These Twisted Bonds (These Hollow Vows, #2)(125)
The halls of this fortress are quiet at night, but not empty. Arya has guards standing every few feet along the corridor leading to her bedroom. Light shines so brightly from every direction that her sentries have to wear face shields to protect their eyes.
Chuckling silently, my shadow self slithers along the bottom edge of the wall, undetectable to even the guards’ keen fae eyes. I creep toward her door, past the males who stand on either side and past the guards who stand just inside.
Anger pumps through me, feeding this unfamiliar form. I itch to take their knives from their scabbards and plunge them into their chests.
I whisper soothing promises to that angry, vengeful part of myself. I promise that if she’ll be patient, she can have the queen’s heart—and the queen is who she wants.
Deeper and deeper into her chambers, where I pass under another door and find myself in the room where Arya sleeps on a bed of light. She’s lying atop piles of fluffy white blankets, her beautiful blond hair fanned out around her. And there, right by her side, an iron and adamant dagger gripped in her palm.
I smile at the sight of it and slowly peel her fingers from the scabbard one by one. One. Two.
Three.
Her eyes fly open, and she yanks the blade back, driving it toward my heart. I laugh, disintegrate, and reappear on the other side of the bed, where I take advantage of her shock to snatch the blade from her hand. I plunge it into her chest, right into her blackened, bitter heart.
Her scream is so loud, my ears hurt, and I hear it all the way from in my tomb. My shadow self skitters, almost retreating, but I take a calming breath and tighten my leash on her. We’re not done here.
Alerted by her terrible scream, guards rush into the room.

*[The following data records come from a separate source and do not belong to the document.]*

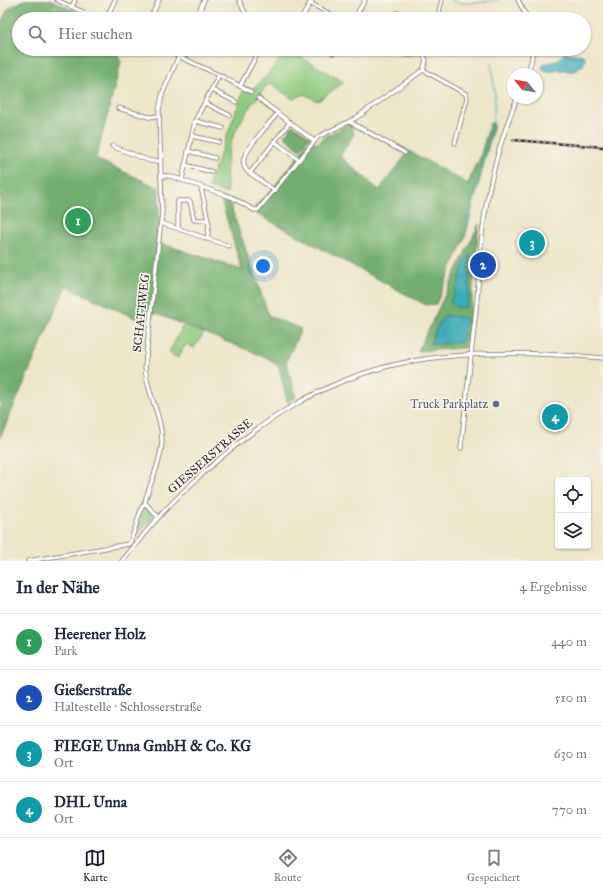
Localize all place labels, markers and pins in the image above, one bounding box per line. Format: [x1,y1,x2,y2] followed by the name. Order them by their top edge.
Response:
[65,206,91,236] pin: 1
[519,228,545,258] pin: 3
[470,250,496,280] pin: 2
[410,397,488,411] place label: Truck Parkplatz
[491,399,501,409] marker: Truck Parkplatz
[542,402,568,432] pin: 4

I stop one with a single hand to his neck, and his eyes go wide as he takes me in. I love to imagine what he sees—a female formed of shadow in this room full of light. I smile and saunter slowly toward another, swinging my hips to the silent beat of my vengeance.
He draws a sword from his waist, but I snatch it from him before he can strike. I drag it across his throat, all while smiling at the guard behind him.
I use my blade quickly. My shadow self wants to play in their blood, torment them for all the pain they’ve brought to the Unseelie Court. I rein her in and slaughter them one by one.
Maybe it’s because I’m already so weak, but for once I can almost pinpoint the tether between myself and Finn. I feel his power flowing through me—not in sips or gulps, but in this steady stream. I focus on that flow as my shadow self works her way back to our tombs.
She releases Sebastian first, using her knife to break the lock holding him inside, before turning to mine.
Like a whip cracking, my shadow’s gone, and I’m back in my own body. Light floods my prison as my tomb opens.
I stumble forward and fall to the ground. Next to me, Sebastian is weaving on his feet, squinting into the light that’s painfully bright after so many days of being locked inside that darkness.
My body is heavy with the queen’s poison, so I close my eyes and focus on that tether for two more breaths, letting Finn’s power rush through me.
Please be okay, Finn. Please don’t let me take too much.
When I open my eyes, Sebastian’s next to me. His eyes are wide as he turns to me. “You killed her. The queen . . .” He blinks, and a thousand emotions cross his face in that moment, but relief and devastation are the last two standing. “She’s dead?”
“How do you—the power passed to you?” I ask.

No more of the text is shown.